06.12.18

Grijalva: IG Report Proves Trump’s Interior Department Lied About Missing Mountaintop Removal Research Funding

Washington, D.C. – A newly released Department of the Interior (DOI) Office of Inspector General (OIG) letter responding to a request from Ranking Member Raúl M. Grijalva (D-Ariz.) shows that DOI, under Secretary Ryan Zinke, has been lying for months about why and how it canceled a study on the human health impacts of mountaintop removal mining, a deadly practice with a long history of causing environmental damage throughout Appalachia. OIG finds that DOI could not explain why it canceled the halfway-finished report, and that administration officials could produce no documentary evidence of any “review” of grants and cooperative agreements on which the decision was supposedly based.

The OIG letter is available at http://bit.ly/2Jyc0Zd.

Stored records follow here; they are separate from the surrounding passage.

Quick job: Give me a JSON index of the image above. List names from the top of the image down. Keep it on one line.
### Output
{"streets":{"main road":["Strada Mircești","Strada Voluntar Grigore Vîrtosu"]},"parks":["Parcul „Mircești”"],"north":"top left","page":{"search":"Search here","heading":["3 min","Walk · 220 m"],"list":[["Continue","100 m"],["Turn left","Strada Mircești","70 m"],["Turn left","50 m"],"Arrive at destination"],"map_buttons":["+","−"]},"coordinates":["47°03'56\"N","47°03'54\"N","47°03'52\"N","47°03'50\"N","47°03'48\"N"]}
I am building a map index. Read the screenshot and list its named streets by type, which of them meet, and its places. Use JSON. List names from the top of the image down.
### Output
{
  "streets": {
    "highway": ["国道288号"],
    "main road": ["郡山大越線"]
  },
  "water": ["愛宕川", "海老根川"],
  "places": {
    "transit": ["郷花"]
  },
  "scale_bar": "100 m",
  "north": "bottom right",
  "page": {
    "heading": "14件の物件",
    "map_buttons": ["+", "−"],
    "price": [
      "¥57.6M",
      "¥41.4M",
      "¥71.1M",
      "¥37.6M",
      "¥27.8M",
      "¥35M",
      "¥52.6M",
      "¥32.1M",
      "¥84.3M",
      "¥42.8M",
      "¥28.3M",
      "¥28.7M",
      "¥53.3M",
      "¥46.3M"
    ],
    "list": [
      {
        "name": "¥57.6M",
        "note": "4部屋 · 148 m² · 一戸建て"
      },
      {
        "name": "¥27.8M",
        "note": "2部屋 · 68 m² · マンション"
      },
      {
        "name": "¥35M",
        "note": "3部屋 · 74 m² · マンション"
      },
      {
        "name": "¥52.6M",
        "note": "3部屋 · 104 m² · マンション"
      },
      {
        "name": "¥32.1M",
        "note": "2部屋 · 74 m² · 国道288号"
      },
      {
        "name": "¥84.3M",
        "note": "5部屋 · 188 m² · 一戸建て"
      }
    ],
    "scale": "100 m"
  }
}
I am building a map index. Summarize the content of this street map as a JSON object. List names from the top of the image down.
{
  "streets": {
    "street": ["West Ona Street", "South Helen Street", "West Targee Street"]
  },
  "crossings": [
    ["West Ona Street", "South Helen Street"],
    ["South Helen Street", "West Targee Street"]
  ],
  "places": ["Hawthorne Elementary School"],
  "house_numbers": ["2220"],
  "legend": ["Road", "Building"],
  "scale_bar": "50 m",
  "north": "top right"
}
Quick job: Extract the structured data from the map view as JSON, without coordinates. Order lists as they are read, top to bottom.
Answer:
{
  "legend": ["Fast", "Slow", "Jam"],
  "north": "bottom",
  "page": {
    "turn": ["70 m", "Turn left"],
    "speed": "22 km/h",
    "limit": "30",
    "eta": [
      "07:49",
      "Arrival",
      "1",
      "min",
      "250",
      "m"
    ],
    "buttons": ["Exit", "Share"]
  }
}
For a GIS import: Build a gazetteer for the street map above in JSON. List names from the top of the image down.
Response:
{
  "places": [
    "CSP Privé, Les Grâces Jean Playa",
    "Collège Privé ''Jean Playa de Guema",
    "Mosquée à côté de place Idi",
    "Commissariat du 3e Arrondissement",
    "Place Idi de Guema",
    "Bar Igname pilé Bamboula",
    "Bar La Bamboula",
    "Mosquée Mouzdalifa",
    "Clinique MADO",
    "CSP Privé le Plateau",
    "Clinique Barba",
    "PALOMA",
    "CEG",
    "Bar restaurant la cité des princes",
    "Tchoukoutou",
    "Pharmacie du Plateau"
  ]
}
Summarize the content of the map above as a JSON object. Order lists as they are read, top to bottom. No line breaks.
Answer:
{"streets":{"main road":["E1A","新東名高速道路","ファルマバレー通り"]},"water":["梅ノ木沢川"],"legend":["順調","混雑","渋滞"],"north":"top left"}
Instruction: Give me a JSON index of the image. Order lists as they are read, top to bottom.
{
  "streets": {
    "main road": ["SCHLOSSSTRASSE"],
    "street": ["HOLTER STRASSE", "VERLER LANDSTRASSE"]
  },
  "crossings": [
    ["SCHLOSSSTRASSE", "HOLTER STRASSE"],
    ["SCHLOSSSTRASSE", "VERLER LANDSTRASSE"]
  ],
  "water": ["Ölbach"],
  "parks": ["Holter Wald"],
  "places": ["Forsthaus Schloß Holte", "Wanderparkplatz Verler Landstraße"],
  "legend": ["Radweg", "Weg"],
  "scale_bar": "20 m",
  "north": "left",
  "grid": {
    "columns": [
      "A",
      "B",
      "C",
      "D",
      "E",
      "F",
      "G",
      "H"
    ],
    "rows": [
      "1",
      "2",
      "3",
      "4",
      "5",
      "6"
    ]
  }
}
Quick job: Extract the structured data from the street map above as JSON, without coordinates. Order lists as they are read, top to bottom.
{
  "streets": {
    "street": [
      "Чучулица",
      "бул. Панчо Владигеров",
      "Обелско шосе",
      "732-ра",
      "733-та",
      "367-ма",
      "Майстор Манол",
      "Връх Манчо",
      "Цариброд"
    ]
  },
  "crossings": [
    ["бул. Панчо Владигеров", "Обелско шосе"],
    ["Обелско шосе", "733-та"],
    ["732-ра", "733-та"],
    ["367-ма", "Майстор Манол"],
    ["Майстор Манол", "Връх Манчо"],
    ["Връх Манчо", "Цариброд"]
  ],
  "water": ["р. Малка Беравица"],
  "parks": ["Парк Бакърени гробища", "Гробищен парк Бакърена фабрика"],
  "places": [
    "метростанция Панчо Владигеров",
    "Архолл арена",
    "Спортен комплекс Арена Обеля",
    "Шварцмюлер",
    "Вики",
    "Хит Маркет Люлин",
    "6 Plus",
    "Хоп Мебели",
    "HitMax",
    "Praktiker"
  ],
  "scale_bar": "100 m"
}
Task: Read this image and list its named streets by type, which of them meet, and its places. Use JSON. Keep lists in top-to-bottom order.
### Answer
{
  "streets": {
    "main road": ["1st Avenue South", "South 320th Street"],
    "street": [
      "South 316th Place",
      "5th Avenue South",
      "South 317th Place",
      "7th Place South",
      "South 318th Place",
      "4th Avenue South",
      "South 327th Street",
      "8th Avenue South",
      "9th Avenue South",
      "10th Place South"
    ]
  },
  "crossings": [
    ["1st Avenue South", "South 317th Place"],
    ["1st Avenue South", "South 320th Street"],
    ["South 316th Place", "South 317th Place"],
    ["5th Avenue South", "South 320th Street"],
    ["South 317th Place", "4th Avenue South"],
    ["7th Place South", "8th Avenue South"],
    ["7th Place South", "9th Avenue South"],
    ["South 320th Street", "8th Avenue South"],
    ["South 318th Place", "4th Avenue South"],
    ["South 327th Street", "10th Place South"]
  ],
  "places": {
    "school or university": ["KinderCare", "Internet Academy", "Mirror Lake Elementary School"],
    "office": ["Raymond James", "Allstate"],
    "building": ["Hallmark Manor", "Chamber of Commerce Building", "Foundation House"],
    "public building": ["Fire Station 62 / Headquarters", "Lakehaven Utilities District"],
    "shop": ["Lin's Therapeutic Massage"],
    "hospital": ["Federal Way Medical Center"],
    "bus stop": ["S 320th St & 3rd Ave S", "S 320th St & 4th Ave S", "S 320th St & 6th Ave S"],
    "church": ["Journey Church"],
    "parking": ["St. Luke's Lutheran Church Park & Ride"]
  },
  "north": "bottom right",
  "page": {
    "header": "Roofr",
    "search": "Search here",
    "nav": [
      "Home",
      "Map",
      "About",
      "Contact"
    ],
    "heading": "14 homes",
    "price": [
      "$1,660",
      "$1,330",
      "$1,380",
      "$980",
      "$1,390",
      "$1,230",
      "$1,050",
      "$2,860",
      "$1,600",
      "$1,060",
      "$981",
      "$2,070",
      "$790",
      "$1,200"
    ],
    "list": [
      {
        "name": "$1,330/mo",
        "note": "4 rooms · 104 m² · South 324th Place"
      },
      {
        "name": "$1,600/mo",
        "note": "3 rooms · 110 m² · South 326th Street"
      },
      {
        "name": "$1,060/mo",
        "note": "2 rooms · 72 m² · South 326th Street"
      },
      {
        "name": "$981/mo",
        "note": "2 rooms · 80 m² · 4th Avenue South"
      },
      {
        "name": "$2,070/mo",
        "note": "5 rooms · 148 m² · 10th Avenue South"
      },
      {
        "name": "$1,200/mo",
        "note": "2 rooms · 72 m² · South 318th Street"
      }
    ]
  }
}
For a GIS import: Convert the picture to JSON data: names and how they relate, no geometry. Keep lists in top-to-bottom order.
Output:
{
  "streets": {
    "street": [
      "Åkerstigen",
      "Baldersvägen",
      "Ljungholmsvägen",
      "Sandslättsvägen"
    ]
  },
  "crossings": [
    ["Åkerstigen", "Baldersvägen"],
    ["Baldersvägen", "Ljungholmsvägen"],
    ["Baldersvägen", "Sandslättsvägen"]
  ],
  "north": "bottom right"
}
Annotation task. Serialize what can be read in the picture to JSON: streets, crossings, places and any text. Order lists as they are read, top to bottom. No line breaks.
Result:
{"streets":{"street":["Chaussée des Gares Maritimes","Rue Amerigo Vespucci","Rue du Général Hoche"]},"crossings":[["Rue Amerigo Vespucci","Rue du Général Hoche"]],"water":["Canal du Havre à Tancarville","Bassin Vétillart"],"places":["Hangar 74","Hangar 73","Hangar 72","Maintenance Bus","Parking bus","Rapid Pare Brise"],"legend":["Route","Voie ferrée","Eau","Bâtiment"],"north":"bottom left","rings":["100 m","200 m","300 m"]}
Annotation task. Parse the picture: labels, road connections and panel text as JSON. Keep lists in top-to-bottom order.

On Aug. 18, 2017, DOI’s Office of Surface Mining Reclamation and Enforcement abruptly announced that the study – a multi-year literature review by the National Academy of Sciences, Engineering and Medicine (NAS) funded with DOI money – would be canceled as part of a DOI-wide review of its grants and cooperative agreements in excess of $100,000. As OIG found, that explanation was false:

In regard to a cooperative agreement between NAS and OSMRE dealing with health impacts of mountaintop mining, we found that NAS was told to cease activities on August 18, 2017. Other than a general document entitled “Secretary of the Interior’s Priorities,” Departmental officials were unable to provide specific criteria, used for their determination whether to allow or cease certain grants and cooperative agreements.

The watchdog notes that it “determined that $455,110, the amount billed, was wasted because no final product was produced.”

“This administration does whatever it wants and lies to the public about it, and their attitude is that the public will just have to deal with it,” Grijalva said today. “Republicans in Congress have shown they couldn’t care less about conducting real oversight. As long as Trump’s party is in power in Washington, more money will disappear, more lies will follow and there will be no accountability.”

A brief timeline shows how long DOI has been misleading Congress and the American people about the issue.

Aug. 18, 2017: OSMRE sends NAS a letter saying in part, “[T]he Department of the Interior has begun an agency-wide review of its grants and cooperative agreements in excess of $100,000, largely as a result of our changing budget situation.”

Oct. 19, 2017 (E&E News): “Interior spokeswoman Heather Swift maintained yesterday the study was put ‘on hold’ as part of a departmentwide review of grants and cooperative partnerships exceeding $100,000 that began in April. ‘The Trump Administration is dedicated to responsibly using taxpayer dollars,’ she said in an email.”

Oct. 28, 2017 (100 Days in Appalachia): “Interior’s Deputy Press Secretary, Alex Hinson, explained in an email that the review is meant to ensure the proper and responsible allocation of taxpayers’ money. Although Hinson stated that ‘in April the Department began reviewing grants and cooperative partnerships that exceed $100,000,’ he failed to provide any studies that are undergoing similar review.”

March 21, 2018 (West Virginia Gazette): “A spokeswoman for the Interior Department did not answer questions about why the study was terminated, and if there were plans to revive it in the future. ‘Your paper covered this in September 2017. Nothing has changed since,’ Interior spokeswoman Heather Swift wrote in an email.”